Black Press was on the scene of the crash, which occurred in June 2017.

Black Press was on the scene of the crash, which occurred in June 2017.

Okanagan woman gets 14 days in jail for crash that sent motorcycle rider to hospital for months

The motorcycle rider had to relearn to walk after the 2017 crash

An Okanagan woman who sent a motorcycle rider to hospital for two months, and caused injuries that required him to relearn how to walk, was sentenced to 14 days in jail Thursday, in Princeton court.

Shelley Hanson, 47, told the court that she “honestly wished this never happened and I would gladly trade places with the gentleman [who was injured].”

Hanson was charged with impaired driving causing bodily harm, causing an accident resulting in bodily harm and driving while prohibited, following a fiery crash in June 2017, on Highway 3 near Hedley.

She pleaded guilty to driving without due care and attention, and received a joint sentencing recommendation from defence counsel and the crown.

“There were some problems with crown’s case and some concerns of proving the impaired charges on this matter,” crown attorney Ann Lerchs told the court.

The court heard Hanson pulled out in front of the motorcycle on the highway, and while the rider attempted to swerve to avoid her vehicle, he clipped its front tire.

The victim was thrown from the bike and was laying near both vehicles when they burst into flames, said Lerchs.

“People ran to help,” she said. “They grabbed him by the arms and pulled him…away from the fire.”

Related: Accident shuts down Highway 3

Lerchs said a passerby took a video of the scene, showing Hanson later getting into another vehicle, “but she did not leave the scene.”

The motorcycle rider was airlifted to hospital.

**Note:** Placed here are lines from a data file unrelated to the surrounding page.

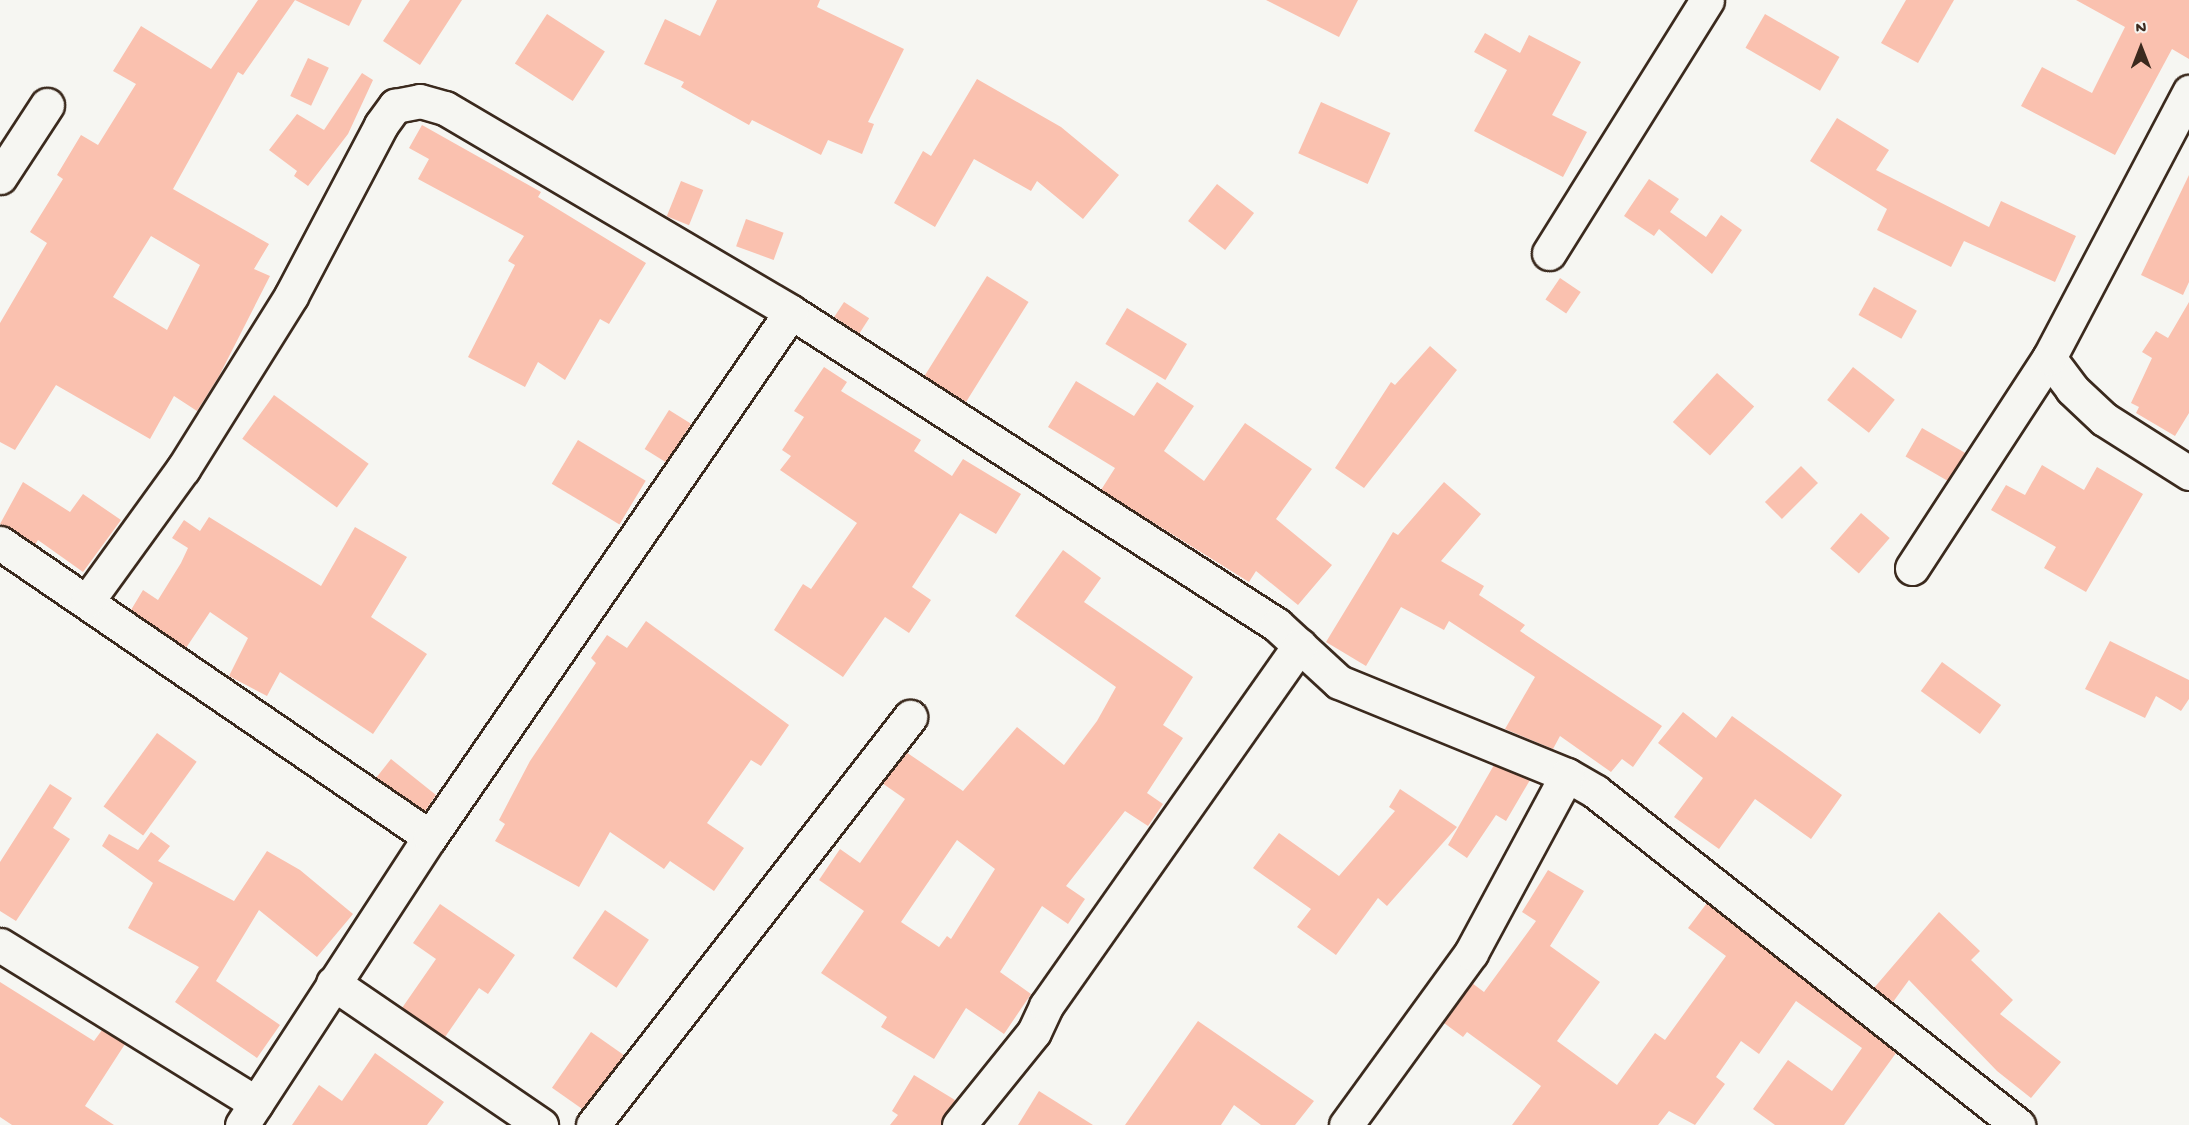 <!DOCTYPE html>
<style>
body{margin:0}
#map{position:relative;width:2189px;height:1125px;overflow:hidden;background:#f6f6f2;font-family:"Gochi Hand",sans-serif}
div>[style]{position:absolute}
.building>*{inset:0;background:#fac1af;transform-origin:0 0}
.roads{filter:drop-shadow(2px 0 #3b2a1e) drop-shadow(-2px 0 #3b2a1e) drop-shadow(0 2px #3b2a1e) drop-shadow(0 -2px #3b2a1e)}
.minor>*{height:33px;margin:-16.5px;padding:0 16.5px;transform-origin:16.5px;border-radius:16.5px;background:#f6f6f2}
span{translate:-50% -50%;white-space:nowrap;text-align:center;line-height:1.15;-webkit-text-stroke:4.5px #f6f6f2;paint-order:stroke}
.north{position:absolute;left:2111px;top:18px;width:60px;height:60px;-webkit-text-stroke:4px #f6f6f2;paint-order:stroke;rotate:0deg;font-size:16px;font-weight:700;line-height:24px;text-align:center;color:#3b2a1e}
.north::after{content:'';display:block;margin:auto;width:21px;height:27px;background:#3b2a1e;clip-path:polygon(50% 0,100% 100%,50% 72%,0 100%)}
</style>
<div id="map">
<div class="building">
<div style="clip-path:polygon(evenodd,258px 0,362px 0,349px 26px,295px 0,243px 75px,238px 72px,173px 189px,269px 244px,254px 269px,270px 276px,219px 376px,197px 411px,174px 396px,150px 439px,56px 385px,15px 450px,0 442px,0 323px,47px 243px,30px 232px,63px 179px,57px 175px,81px 135px,98px 145px,136px 84px,113px 71px,141px 26px,211px 69px,258px 0,151px 236px,200px 265px,167px 330px,113px 297px,151px 236px)"></div>
<div style="clip-path:polygon(410px 0,462px 0,420px 65px,383px 41px)"></div>
<div style="clip-path:polygon(717px 0,820px 0,817px 7px,904px 49px,868px 122px,874px 124px,862px 154px,828px 140px,821px 155px,752px 120px,749px 125px,681px 87px,684px 82px,644px 64px,665px 19px,700px 36px)"></div>
<div style="clip-path:polygon(1266px 0,1358px 0,1339px 37px)"></div>
<div style="clip-path:polygon(1906px 0,1954px 0,1918px 63px,1881px 43px)"></div>
<div style="clip-path:polygon(2076px 0,2189px 0,2189px 59px,2172px 49px,2115px 155px,2021px 106px,2042px 67px,2092px 93px,2125px 27px)"></div>
<div style="left:547px;top:14px;width:69px;height:59px;rotate:33deg"></div>
<div style="left:1765px;top:14px;width:86px;height:39px;rotate:30deg"></div>
<div style="clip-path:polygon(1485px 33px,1520px 53px,1529px 35px,1581px 62px,1552px 115px,1587px 132px,1563px 177px,1474px 131px,1507px 70px,1474px 52px)"></div>
<div style="left:308px;top:58px;width:23px;height:42px;rotate:25deg"></div>
<div style="clip-path:polygon(362px 73px,373px 80px,348px 134px,308px 186px,294px 176px,297px 171px,269px 150px,297px 114px,324px 130px)"></div>
<div style="clip-path:polygon(977px 79px,1061px 127px,1119px 175px,1083px 219px,1037px 181px,1031px 191px,974px 159px,935px 227px,894px 203px,923px 151px,931px 156px)"></div>
<div style="left:1321px;top:102px;width:76px;height:56px;rotate:24deg"></div>
<div style="clip-path:polygon(1837px 118px,1889px 150px,1876px 170px,1989px 227px,2001px 201px,2076px 236px,2055px 282px,1964px 241px,1951px 267px,1877px 230px,1887px 209px,1810px 161px)"></div>
<div style="clip-path:polygon(422px 125px,541px 192px,538px 197px,646px 263px,609px 324px,600px 319px,565px 380px,538px 362px,525px 387px,468px 357px,515px 265px,508px 261px,524px 236px,418px 179px,429px 159px,409px 148px)"></div>
<div style="clip-path:polygon(2189px 175px,2189px 282px,2183px 295px,2141px 275px)"></div>
<div style="clip-path:polygon(1649px 179px,1679px 199px,1670px 212px,1706px 237px,1721px 215px,1742px 230px,1712px 274px,1659px 229px,1654px 236px,1624px 216px)"></div>
<div style="left:681px;top:181px;width:24px;height:38px;rotate:22deg"></div>
<div style="left:1217px;top:184px;width:47px;height:47px;rotate:38deg"></div>
<div style="left:746px;top:219px;width:40px;height:29px;rotate:20deg"></div>
<div style="left:987px;top:276px;width:49px;height:118px;rotate:32deg"></div>
<div style="left:1560px;top:278px;width:25px;height:26px;rotate:34deg"></div>
<div style="left:1874px;top:287px;width:49px;height:32px;rotate:29deg"></div>
<div style="left:844px;top:302px;width:30px;height:18px;rotate:33deg"></div>
<div style="clip-path:polygon(2189px 302px,2189px 413px,2175px 436px,2136px 413px,2139px 407px,2131px 403px,2152px 358px,2142px 352px,2156px 331px,2168px 338px)"></div>
<div style="left:1127px;top:308px;width:70px;height:42px;rotate:31deg"></div>
<div style="clip-path:polygon(1430px 346px,1457px 370px,1364px 488px,1335px 468px,1391px 382px,1395px 385px)"></div>
<div style="clip-path:polygon(824px 367px,847px 382px,841px 391px,921px 440px,914px 451px,952px 476px,963px 459px,1021px 494px,996px 534px,960px 513px,912px 587px,931px 600px,909px 633px,885px 617px,843px 677px,774px 630px,803px 584px,811px 589px,857px 523px,780px 470px,791px 456px,782px 450px,804px 417px,794px 411px)"></div>
<div style="left:1853px;top:367px;width:53px;height:42px;rotate:38deg"></div>
<div style="left:1717px;top:373px;width:50px;height:66px;rotate:42deg"></div>
<div style="clip-path:polygon(1076px 381px,1134px 416px,1157px 382px,1194px 406px,1164px 451px,1204px 481px,1245px 423px,1312px 469px,1276px 519px,1332px 565px,1298px 605px,1256px 571px,1249px 582px,1101px 490px,1115px 468px,1048px 427px)"></div>
<div style="left:274px;top:395px;width:117px;height:54px;rotate:36deg"></div>
<div style="left:669px;top:410px;width:26px;height:46px;rotate:32deg"></div>
<div style="left:1922px;top:428px;width:50px;height:33px;rotate:30deg"></div>
<div style="left:578px;top:440px;width:79px;height:51px;rotate:31deg"></div>
<div style="clip-path:polygon(2042px 465px,2084px 490px,2097px 467px,2143px 494px,2086px 592px,2044px 568px,2056px 547px,1991px 510px,2006px 485px,2025px 495px)"></div>
<div style="left:1801px;top:466px;width:24px;height:51px;rotate:45deg"></div>
<div style="clip-path:polygon(23px 482px,70px 512px,83px 494px,121px 520px,83px 572px,38px 540px,35px 545px,0 524px)"></div>
<div style="clip-path:polygon(1444px 482px,1481px 514px,1441px 561px,1484px 586px,1479px 595px,1525px 625px,1520px 631px,1662px 726px,1633px 767px,1622px 759px,1611px 772px,1560px 736px,1553px 749px,1505px 729px,1535px 677px,1449px 621px,1444px 630px,1401px 607px,1366px 666px,1326px 642px,1393px 532px,1398px 535px)"></div>
<div style="left:1861px;top:513px;width:38px;height:47px;rotate:41deg"></div>
<div style="clip-path:polygon(209px 517px,321px 586px,355px 527px,407px 557px,371px 617px,427px 654px,373px 734px,280px 672px,267px 696px,229px 676px,248px 638px,210px 612px,186px 648px,131px 610px,143px 590px,158px 600px,181px 563px,188px 548px,172px 538px,184px 520px,200px 531px)"></div>
<div style="clip-path:polygon(evenodd,1063px 550px,1101px 578px,1084px 602px,1193px 677px,1163px 725px,1183px 738px,1147px 793px,1163px 804px,1148px 826px,1125px 811px,1066px 886px,1085px 899px,1068px 924px,1042px 906px,1000px 972px,1031px 994px,1004px 1034px,966px 1008px,934px 1059px,881px 1027px,887px 1017px,821px 973px,864px 911px,819px 880px,840px 849px,860px 863px,905px 799px,882px 783px,906px 752px,963px 791px,1017px 727px,1064px 765px,1097px 721px,1116px 687px,1015px 616px,1063px 550px,957px 840px,995px 869px,951px 939px,947px 936px,939px 947px,901px 922px,957px 840px)"></div>
<div style="clip-path:polygon(646px 621px,789px 725px,761px 766px,751px 760px,707px 823px,744px 848px,714px 891px,670px 861px,664px 869px,610px 832px,579px 887px,495px 841px,505px 824px,499px 820px,530px 761px,596px 663px,591px 658px,607px 635px,627px 648px)"></div>
<div style="clip-path:polygon(2110px 641px,2189px 680px,2189px 699px,2181px 711px,2156px 696px,2145px 718px,2085px 689px)"></div>
<div style="left:1942px;top:662px;width:73px;height:36px;rotate:36deg"></div>
<div style="clip-path:polygon(1683px 712px,1716px 738px,1732px 716px,1842px 795px,1811px 839px,1755px 799px,1719px 849px,1674px 817px,1703px 778px,1658px 743px)"></div>
<div style="left:157px;top:733px;width:49px;height:91px;rotate:36deg"></div>
<div style="clip-path:polygon(391px 759px,436px 795px,425px 811px,376px 778px)"></div>
<div style="clip-path:polygon(1494px 765px,1530px 780px,1506px 821px,1496px 815px,1467px 858px,1448px 845px)"></div>
<div style="clip-path:polygon(50px 784px,72px 798px,53px 828px,70px 839px,16px 921px,0 911px,0 862px)"></div>
<div style="clip-path:polygon(1400px 789px,1457px 827px,1387px 906px,1378px 898px,1336px 955px,1297px 927px,1311px 909px,1253px 868px,1279px 833px,1339px 876px,1395px 811px,1389px 807px)"></div>
<div style="clip-path:polygon(151px 832px,170px 846px,158px 861px,234px 901px,267px 851px,300px 870px,353px 914px,317px 957px,259px 910px,216px 981px,280px 1025px,257px 1058px,175px 1002px,199px 967px,128px 928px,153px 883px,102px 846px,109px 834px,138px 850px)"></div>
<div style="clip-path:polygon(1548px 870px,1584px 891px,1550px 946px,1600px 982px,1557px 1041px,1617px 1085px,1655px 1033px,1665px 1040px,1726px 956px,1688px 928px,1707px 903px,1896px 1053px,1844px 1125px,1775px 1125px,1753px 1109px,1788px 1060px,1832px 1091px,1862px 1048px,1796px 1001px,1759px 1054px,1741px 1041px,1716px 1077px,1725px 1084px,1695px 1125px,1669px 1111px,1658px 1125px,1512px 1125px,1541px 1086px,1467px 1032px,1463px 1037px,1444px 1023px,1472px 983px,1484px 992px,1536px 921px,1522px 912px)"></div>
<div style="clip-path:polygon(440px 904px,515px 955px,488px 994px,479px 988px,445px 1037px,402px 1008px,436px 959px,413px 943px)"></div>
<div style="left:605px;top:910px;width:53px;height:58px;rotate:34deg"></div>
<div style="clip-path:polygon(1939px 912px,1980px 951px,1971px 960px,2013px 1000px,2000px 1014px,2061px 1062px,2031px 1098px,1997px 1071px,1909px 980px,1893px 1002px,1874px 988px)"></div>
<div style="clip-path:polygon(0 982px,94px 1041px,102px 1030px,125px 1044px,85px 1106px,114px 1125px,12px 1125px,0 1117px)"></div>
<div style="clip-path:polygon(1198px 1021px,1314px 1101px,1295px 1125px,1261px 1125px,1234px 1105px,1221px 1125px,1125px 1125px)"></div>
<div style="left:591px;top:1032px;width:40px;height:68px;rotate:35deg"></div>
<div style="clip-path:polygon(375px 1053px,444px 1102px,427px 1125px,292px 1125px,319px 1085px,342px 1101px)"></div>
<div style="clip-path:polygon(914px 1075px,955px 1100px,941px 1125px,890px 1125px,898px 1115px,892px 1111px)"></div>
<div style="clip-path:polygon(1039px 1091px,1093px 1125px,1018px 1125px)"></div>
</div>
<div class="roads">
<div class="minor">
<div style="left:0;top:177px;width:86px;rotate:-56.9deg"></div>
<div style="left:1549px;top:253px;width:298px;rotate:-58deg"></div>
<div style="left:2049px;top:358px;width:39px;rotate:53deg"></div>
<div style="left:2072px;top:389px;width:44px;rotate:43.2deg"></div>
<div style="left:2104px;top:419px;width:101px;rotate:32.4deg"></div>
<div style="left:0;top:543px;width:521px;rotate:34.36deg"></div>
<div style="left:1912px;top:568px;width:251px;rotate:-56.9deg"></div>
<div style="left:2049px;top:358px;width:301px;rotate:-62.2deg"></div>
<div style="left:88px;top:600px;width:162px;rotate:-54.1deg"></div>
<div style="left:183px;top:469px;width:204px;rotate:-58deg"></div>
<div style="left:291px;top:296px;width:193px;rotate:-62.2deg"></div>
<div style="left:381px;top:125px;width:24px;rotate:-54deg"></div>
<div style="left:395px;top:106px;width:25px;rotate:-11deg"></div>
<div style="left:420px;top:101px;width:26px;rotate:16deg"></div>
<div style="left:445px;top:108px;width:402px;rotate:30.5deg"></div>
<div style="left:791px;top:312px;width:578px;rotate:32.78deg"></div>
<div style="left:1277px;top:625px;width:84px;rotate:42.6deg"></div>
<div style="left:1339px;top:682px;width:246px;rotate:22.2deg"></div>
<div style="left:1567px;top:775px;width:34px;rotate:30deg"></div>
<div style="left:1596px;top:792px;width:538px;rotate:38.28deg"></div>
<div style="left:0;top:945px;width:301px;rotate:31.7deg"></div>
<div style="left:333px;top:983px;width:252px;rotate:34.3deg"></div>
<div style="left:242px;top:1125px;width:344px;rotate:-56.9deg"></div>
<div style="left:430px;top:837px;width:637px;rotate:-55.49deg"></div>
<div style="left:593px;top:1125px;width:517px;rotate:-52.15deg"></div>
<div style="left:959px;top:1125px;width:119px;rotate:-51.1deg"></div>
<div style="left:1034px;top:1032px;width:29px;rotate:-65deg"></div>
<div style="left:1046px;top:1006px;width:441px;rotate:-54.9deg"></div>
<div style="left:1346px;top:1125px;width:213px;rotate:-54deg"></div>
<div style="left:1471px;top:953px;width:202px;rotate:-61.7deg"></div>
</div>
</div>
<div class="north">N</div>
</div>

“The operator of the motorcycle was injured fairly seriously,” said Lerchs. “He spent a month in hospital in Kelowna, a month in hospital in Alberta, had two surgeries and was working on recovering and learning to walk.”

Defense attorney Norman Yates said Hanson has suffered and took a leave of absence from work, “in large measure because of emotional and psychological things that she has experienced following the accident, following the death of her husband and some other things that have gone on in her life.”

Hanson wrote a letter to the court, which was received by Judge Greg Koterbash but was not read aloud.

She told Koterbash she has had “multiple panic attacks since this happened.”

The judge accepted the sentencing recommendations, and allowed the 14 days to be served intermittently on weekends, as Hanson cares for her elderly mother.

“I think you can appreciate you dodged a pretty big bullet here,” he said. “The fortunate aspect is that you are both still alive. Looking at your record I am hoping that you are not driving anymore.”